“Canudos não se rendeu. Exemplo único em toda a história, resistiu até o esgotamento completo. Vencido palmo a palmo, na precisão integral do termo, caiu no dia 5, ao entardecer, quando caíram os seus últimos defensores (…) Eram quatro apenas: um velho, dois homens feitos e uma criança, na frente dos quais rugiam raivosamente cinco mil soldados”.
O icônico trecho final de Os Sertões (1902), de Euclides da Cunha, narra a história do massacre de Canudos e exalta uma história de resistência que inspirou autores de todo o país e até de fora do Brasil, a exemplo do escritor peruano, Prêmio Nobel de Literatura, Mario Vargas Llosa (no romance A Guerra do Fim do Mundo, 1981).
Vozes sertanejas resistentes ou que são representadas por outras que se insurgem contra a história oficial, que há 125 anos exaltava os vencedores, se reúnem na segunda edição da Feira Literária de Canudos (Flican). O evento, que será realizado desta quinta-feira, 8, a sábado, 10, de forma virtual, discute temas diversos permeados pelo universo do sertão real e mítico de Antônio Conselheiro.
A Feira Literária de Canudos traz, entre as atividades, palestras, mesas de debates, videodocumentários, exposições, lançamentos de livros e performances artísticas. São muitos os convidados de destaque, como Aleilton Fonseca, Franklin Carvalho e Marcelino Freire, os poetas Bráulio Tavares e Cida Pedroso e os diretores teatrais Paulo Dourado e José Celso Martinez, criador do lendário Teatro Oficina.

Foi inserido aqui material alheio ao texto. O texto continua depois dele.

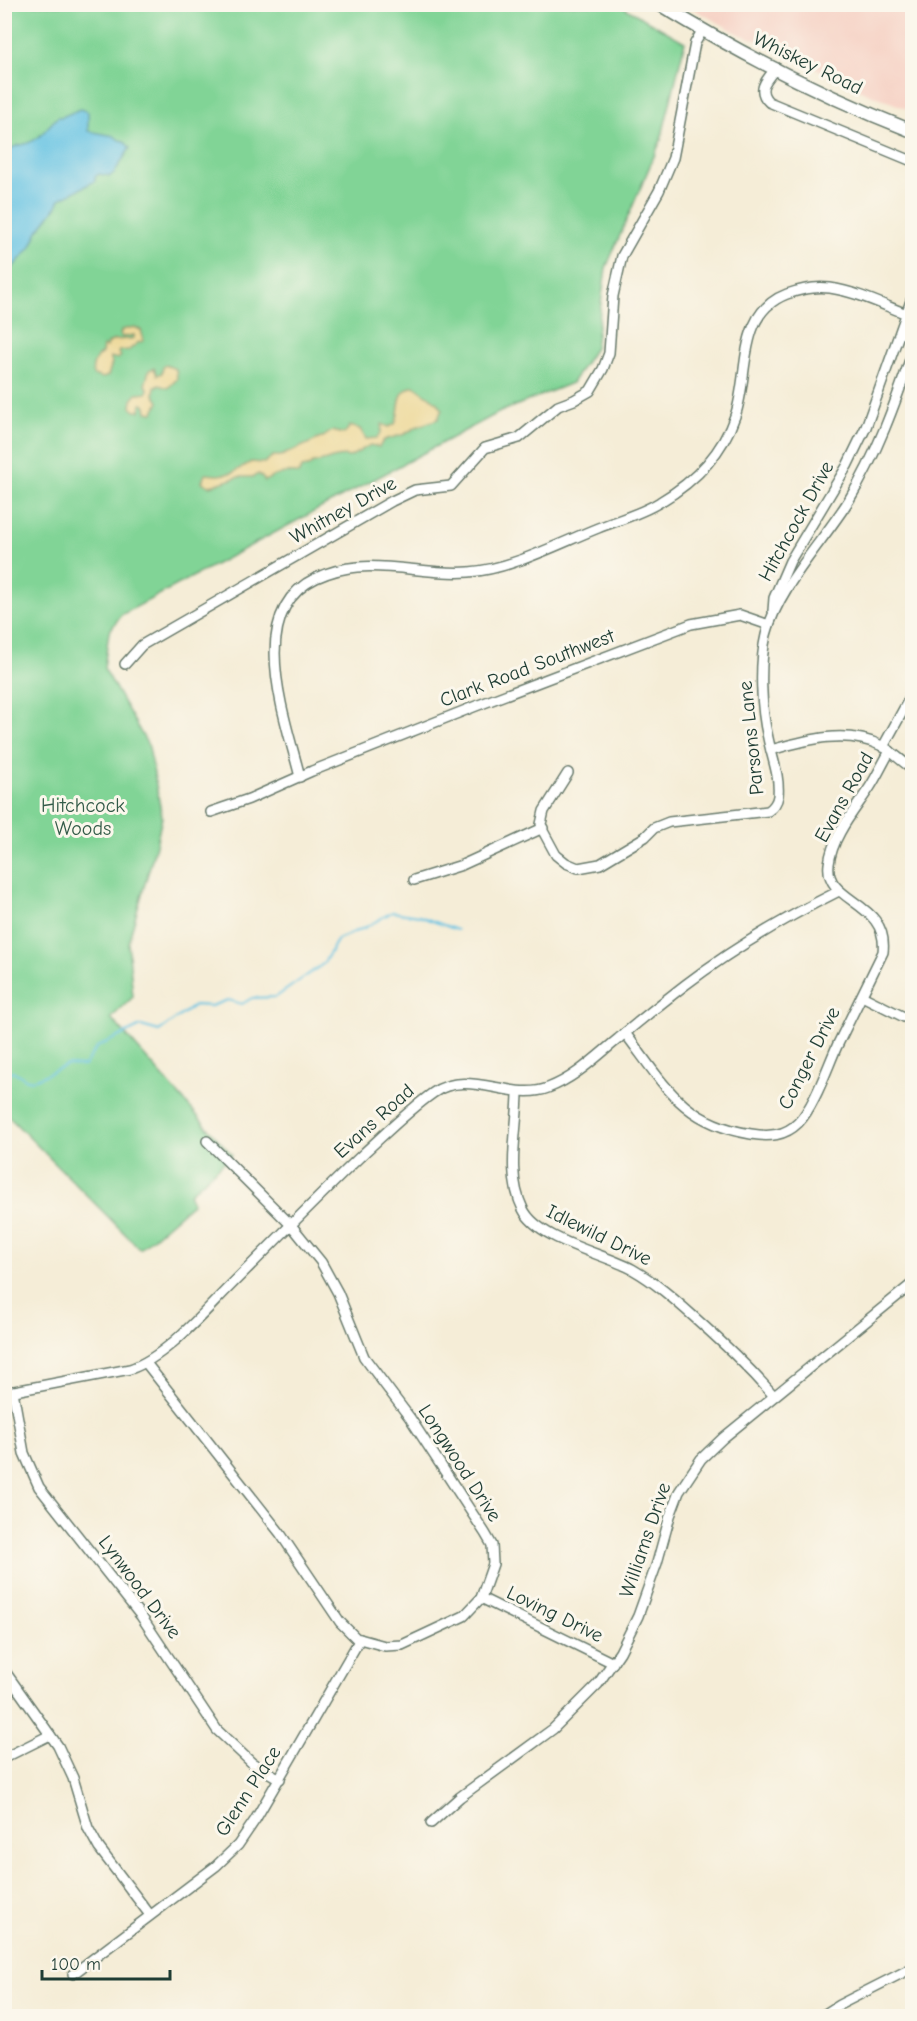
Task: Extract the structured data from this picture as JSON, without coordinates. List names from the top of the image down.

A Flican tem ainda entre os convidados os jornalistas Xico Sá e Franklin Martins e o cineasta Antônio Olavo. Entre as atrações musicais estão Targino Gondim, Gereba, Fábio Paes, Roze, a Orquestra Sisaleira de Conceição de Coité e Bião de Canudos. São muitos os nomes e estes exemplos configuram apenas um recorte, sem valoração.
Discursos resistentes
Toda a vasta programação da Feira poderá ser conferida, gratuitamente, pelo público no canal de YouTube do Campus Avançado da Uneb em Canudos e pela Canudos TV (youtube.com/user/lequinhocriativo).
Escritor e professor da Universidade Estadual de Feira de Santana (Uefs), o baiano Aleilton Fonseca afirma que “o sertão precisa falar. Nos interessa buscar a história a partir das vozes sertanejas que ficaram emudecidas pela narrativa oficial”, reivindica.

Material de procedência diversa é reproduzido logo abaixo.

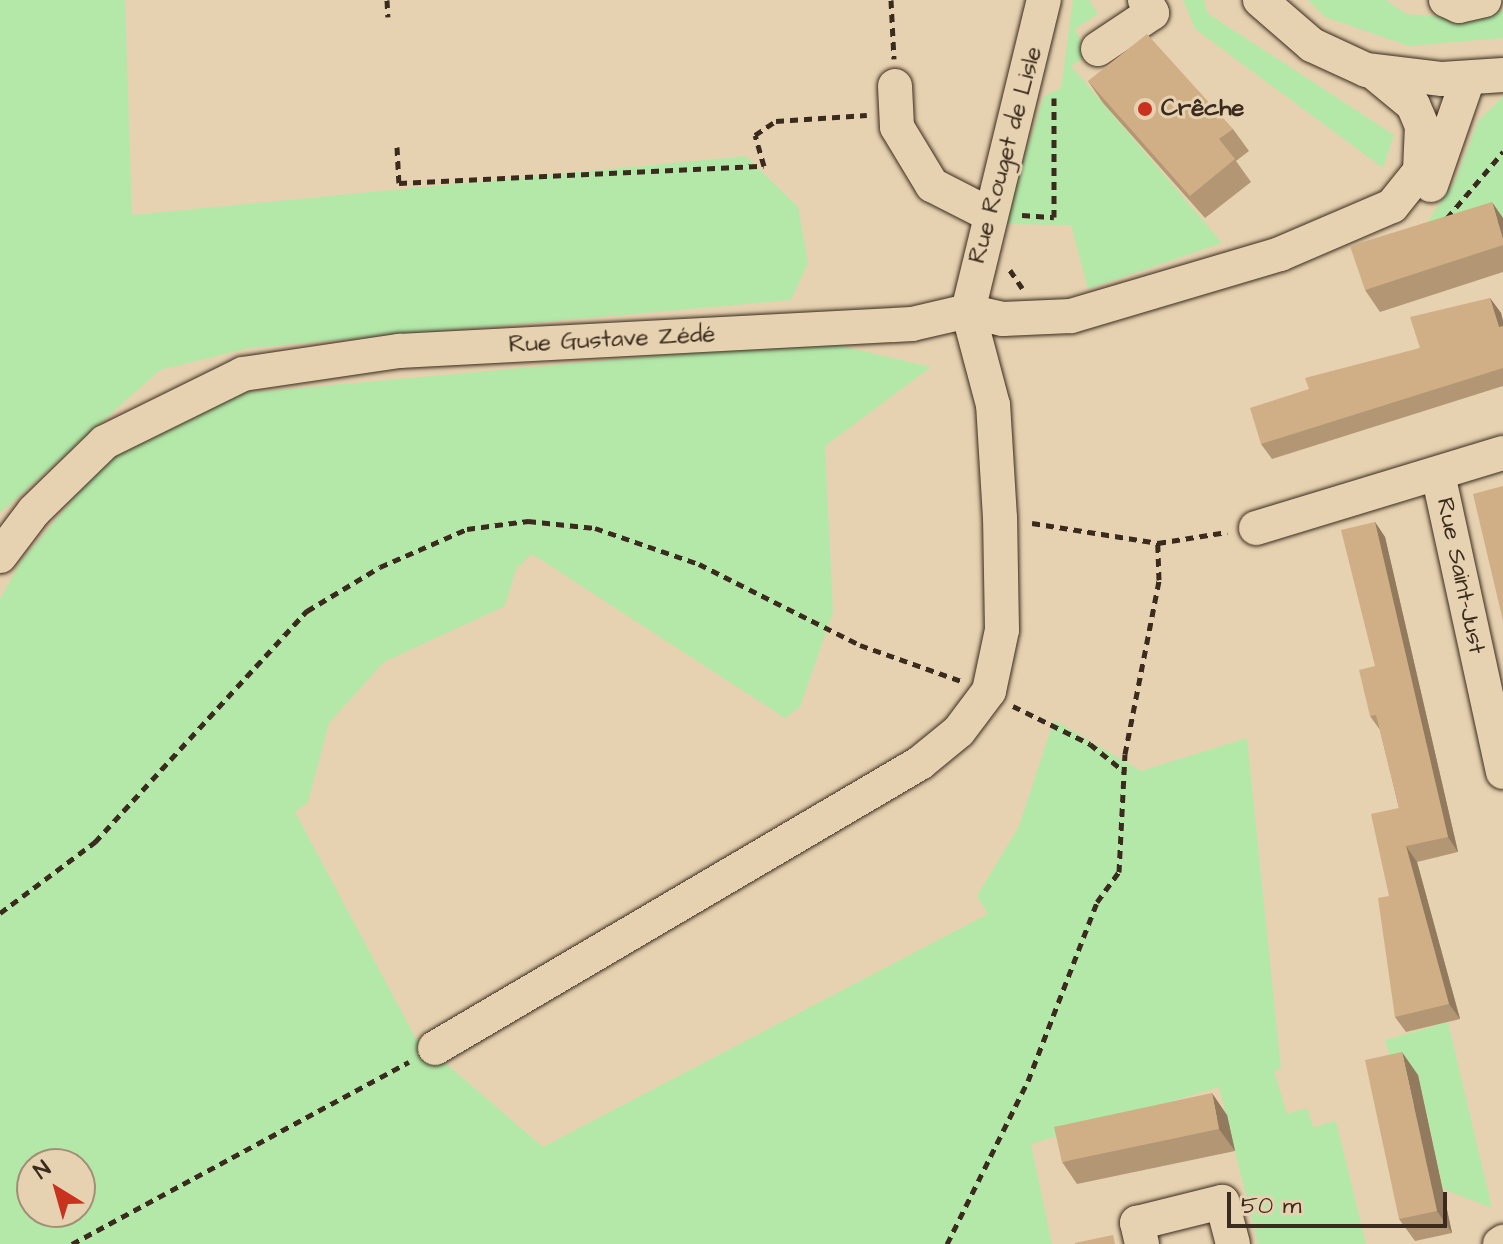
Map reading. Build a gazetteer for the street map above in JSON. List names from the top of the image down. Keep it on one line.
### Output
{"streets":{"street":["Rue Rouget de Lisle","Rue Gustave Zédé","Rue Saint-Just"]},"crossings":[["Rue Rouget de Lisle","Rue Gustave Zédé"]],"places":["Crêche"],"scale_bar":"50 m","north":"top left"}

Autor de diversas obras, inclusive sobre Canudos, Aleilton observa que “vem surgindo uma narrativa sertaneja, e nós precisamos ouvir novas falas outras interpretações”.
No sábado, às 16h10, o escritor participa da mesa 6 (Lançamentos), que contempla obras de autores como Franklin Carvalho, Ádila Mandança, Pedro Vasconcelos, Ester Figueiredo e Geraldo Prado.
Em parceria com Silvio Jessé, lança o livro Belo Monte Canudos: a Terceira Margem. As obras são do artista visual conquistense Sílvio Jessé e o texto, de Aleilton.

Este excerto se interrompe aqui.